June 25, 2019
Joint Statement From Senator O’Mara and Assemblyman Palmesano:
The Senate and Assembly have approved legislation sponsored by Senator Tom O’Mara (R,C,I-Big Flats) and Assemblyman Phil Palmesano (R,C,I-Corning) designating a portion of I-86 in Steuben County as the “Trooper Nicholas F. Clark Memorial Bridge.”
The legislation (S5484/A7577) now goes to Governor Andrew Cuomo to be signed into law. If approved, the bridges on I-86 where the highway crosses State Route 415 will receive the designation. That section of the highway is located less than a half mile north of the State Police Barracks (Troop E, Zone 3) in Bath, where Clark was stationed at the time of his death.

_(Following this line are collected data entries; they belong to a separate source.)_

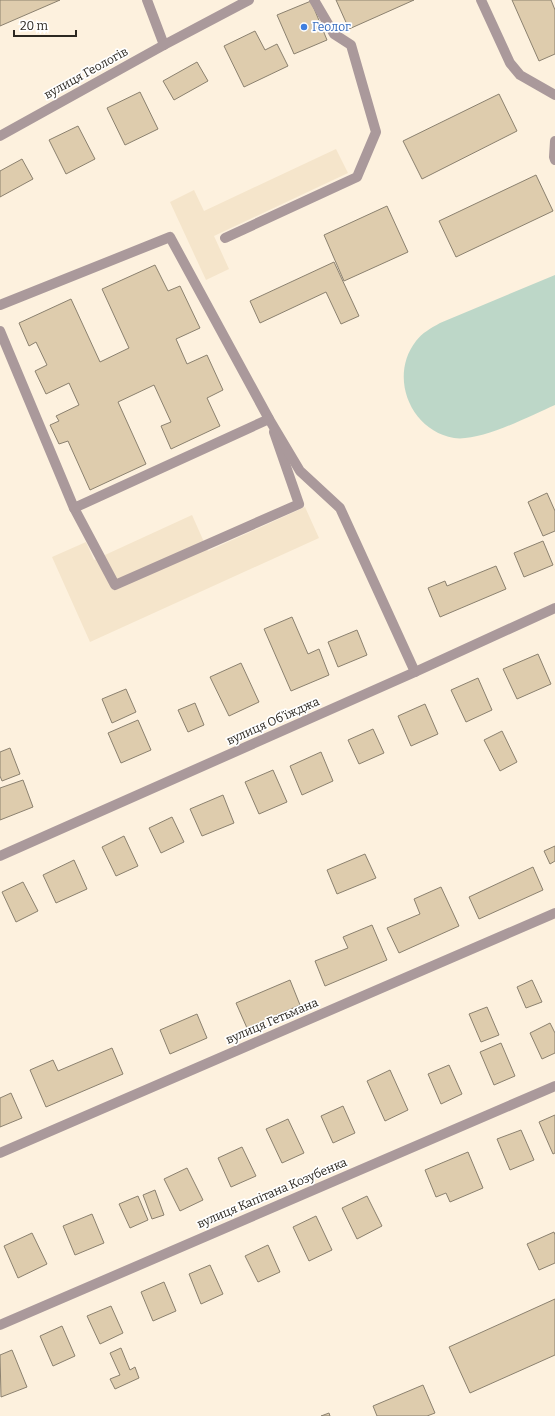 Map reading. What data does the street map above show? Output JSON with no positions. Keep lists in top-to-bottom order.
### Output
{
  "streets": {
    "street": [
      "вулиця Геологів",
      "вулиця Обʼїжджа",
      "вулиця Гетьмана",
      "вулиця Капітана Козубенка"
    ]
  },
  "places": ["Геолог"],
  "scale_bar": "20 m"
}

Clark, a native of Canisteo, was killed in the line of duty last July during a confrontation in the town of Erwin. He was 29 years old and had been a New York State Trooper for three years.
The O’Mara-Palmesano legislation honors Clark’s memory, and pays tribute to his life and service.
In a joint statement, O’Mara and Palmesano said, “We will look forward to Governor Cuomo signing this legislation into law and to an official designation ceremony in the future. We hope that this action will serve as a fitting tribute recalling the life, service and ultimate sacrifice of one of our local heroes. We hope that it will help express the enduring respect of our local community, our entire region, and the State of New York. The ‘Trooper Nicholas F. Clark Memorial Bridge’ will forever honor Nick’s memory and forever stand as a reminder of his service.”
Clark was born and raised in the Canisteo Valley. He graduated from Canisteo-Greenwood High School in 2006 and from Alfred University in 2011. A stellar athlete, he was a New York State high school wrestling champion, and a four-year starter and All-Conference outside linebacker for the Alfred Saxons, where he set school records in tackles and earned a tryout with the Buffalo Bills.
He graduated from the State Police Academy in 2015 and was stationed in Ithaca and Auburn before transferring to the Bath barracks.
His mother (Theresa), father (Anthony), and brother (Nathan) survive him.